Like many of the current crop of “Iron Fist” fans, it was the work of Fraction and Brubaker that turned Swierczynski on to the character who first debuted in the 1970s. “I read every book with their names on it, and that’s what got me reading 'Iron Fist’ starting with issue #1,” Swierczynski explained. “Only then did I realize what I’d missed back in the 1970s -- which is strange, because I was the perfect demographic for the book back then: a young nerd-in-training, obsessed with Kung Fu flicks and superheroes.”

There’s a lot of pressure that comes with taking over such an acclaimed and popular book like “The Immortal Iron Fist,” but Brubaker and Fraction’s input helped Swierczynski ease into his new gig. “Matt and Ed were a huge help, but they also were really good about letting me do my own thing -- it’s not as if they handed me a big laundry list of stuff I absolutely had to do,” Swierczynski said. “Just a few friendly suggestions, which I was more than happy to take.”

Fraction and Swierczynski planned out a story to make sure readers’ transition between “Iron Fist” writers was just as seamless. “We’re definitely following the cliffhanger model,” Swierczynski stated. “Matt [who wrote issue #16 on his own] cued up something really devastating in his last issue, and then my run begins, oh, about one second after that.”

Swierczynski feels Danny Rand’s personality is defined by two seemingly incongruous traits: youthfulness and responsibility. “Danny may be the ass-kickingest billionaire in the world, but I think he’s also a big kid -- probably because his childhood was stolen from him. He needs father figures, mentors, big brothers, and it shows in the surrogate family he’s surrounded himself with,” Swierczynski remarked. “But Danny also has an incredibly adult sense of his mission and obligations, and he honors them, even if it means his own personal ruin.”

Rand’s sense of mission and obligation has lead to him assuming a number of roles: Immortal Weapon of the mystical city of K’un-Lun, billionaire business man, superhero, and most recently, member of his friend Luke Cage’s team of New Avengers. “It’s not so much a single role as the collision of roles that interest me as a writer, like a dad who’s also a hit man, or a priest who plays in a punk band,” Swierczynski explained. For Danny, it’s his job description as 'Kung Fu Billionaire’ (courtesy Matt Fraction) that fascinates me. He’s upper crust, yet he’s very street. He was raised in a mystical city, yet is very down to earth.
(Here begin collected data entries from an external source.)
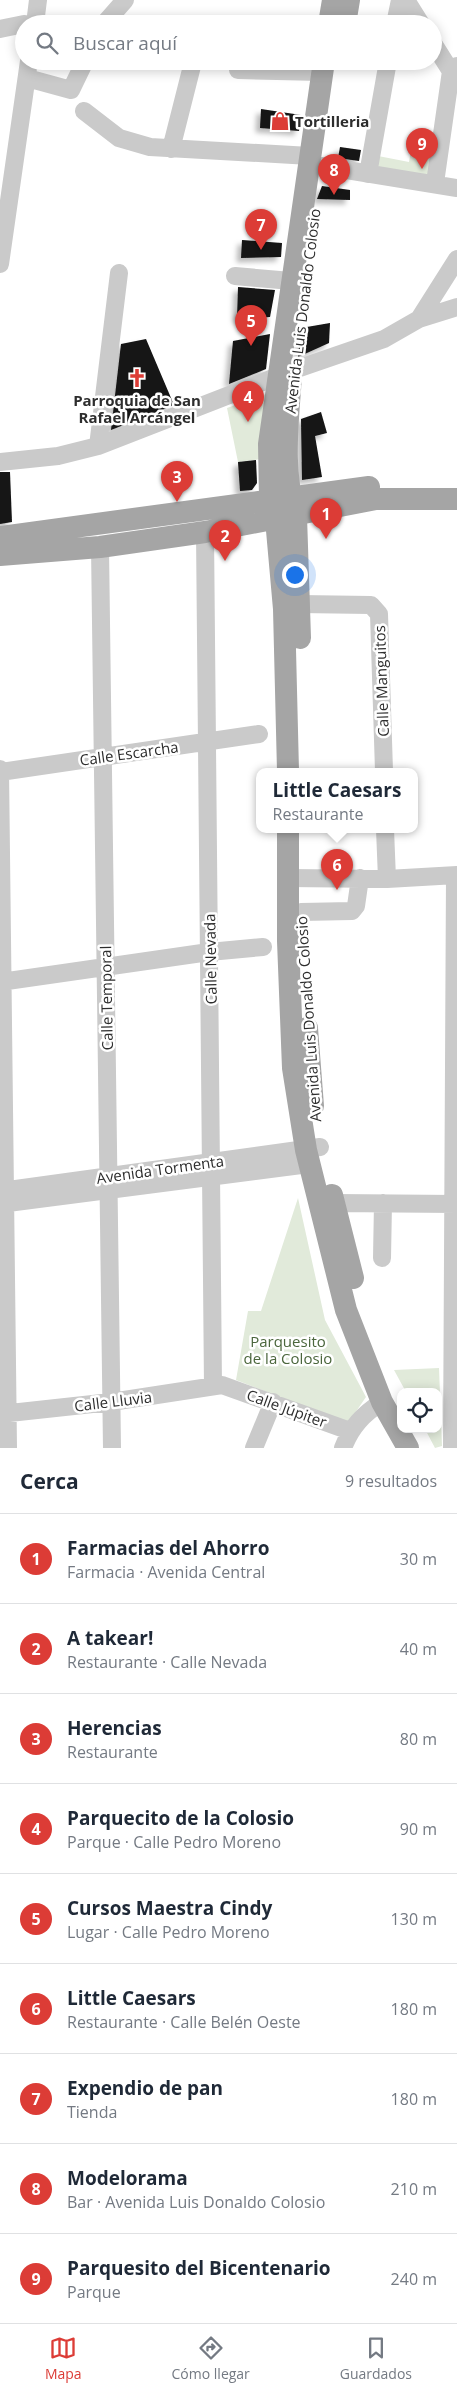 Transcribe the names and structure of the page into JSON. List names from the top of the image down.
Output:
{
  "streets": {
    "main road": ["Avenida Luis Donaldo Colosio"],
    "street": [
      "Calle Manguitos",
      "Calle Escarcha",
      "Calle Nevada",
      "Calle Temporal",
      "Avenida Tormenta",
      "Calle Lluvia",
      "Calle Júpiter"
    ]
  },
  "crossings": [
    ["Avenida Luis Donaldo Colosio", "Calle Manguitos"],
    ["Avenida Luis Donaldo Colosio", "Avenida Tormenta"],
    ["Calle Escarcha", "Calle Nevada"],
    ["Calle Escarcha", "Calle Temporal"],
    ["Calle Nevada", "Avenida Tormenta"],
    ["Calle Nevada", "Calle Lluvia"],
    ["Calle Nevada", "Calle Júpiter"],
    ["Calle Temporal", "Avenida Tormenta"],
    ["Calle Temporal", "Calle Lluvia"],
    ["Calle Lluvia", "Calle Júpiter"]
  ],
  "parks": ["Parquesito de la Colosio"],
  "places": {
    "shop": ["Tortilleria"],
    "church": ["Parroquia de San Rafael Arcángel"]
  },
  "page": {
    "search": "Buscar aquí",
    "pins": [
      "9",
      "8",
      "7",
      "5",
      "4",
      "3",
      "1",
      "2",
      "6"
    ],
    "popup": ["Little Caesars", "Restaurante"],
    "heading": ["Cerca", "9 resultados"],
    "list": [
      {
        "mark": "1",
        "name": "Farmacias del Ahorro",
        "note": "Farmacia · Avenida Central",
        "value": "30 m"
      },
      {
        "mark": "2",
        "name": "A takear!",
        "note": "Restaurante · Calle Nevada",
        "value": "40 m"
      },
      {
        "mark": "3",
        "name": "Herencias",
        "note": "Restaurante",
        "value": "80 m"
      },
      {
        "mark": "4",
        "name": "Parquecito de la Colosio",
        "note": "Parque · Calle Pedro Moreno",
        "value": "90 m"
      },
      {
        "mark": "5",
        "name": "Cursos Maestra Cindy",
        "note": "Lugar · Calle Pedro Moreno",
        "value": "130 m"
      },
      {
        "mark": "6",
        "name": "Little Caesars",
        "note": "Restaurante · Calle Belén Oeste",
        "value": "180 m"
      },
      {
        "mark": "7",
        "name": "Expendio de pan",
        "note": "Tienda",
        "value": "180 m"
      },
      {
        "mark": "8",
        "name": "Modelorama",
        "note": "Bar · Avenida Luis Donaldo Colosio",
        "value": "210 m"
      },
      {
        "mark": "9",
        "name": "Parquesito del Bicentenario",
        "note": "Parque",
        "value": "240 m"
      }
    ],
    "nav": ["Mapa", "Cómo llegar", "Guardados"]
  }
}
He’s an immortal weapon, but as I mentioned before, he’s also kind of a big kid.”

By establishing that Danny Rand is just the latest in a long line of Iron Fists, Brubaker and Fraction made “Immortal Fist” a series that was as much about the past as it was the present, and under Swierczynski the book will continue to be steeped in history. “I love the historical component of Iron Fist -- I consider it not just a monthly comic, but the latest installments of a centuries old saga, of which Danny Rand’s story is the latest chapter,” Swierczynski stated. “I’m being handed the keys to an incredibly rich world, and I’m going to take full advantage of that.”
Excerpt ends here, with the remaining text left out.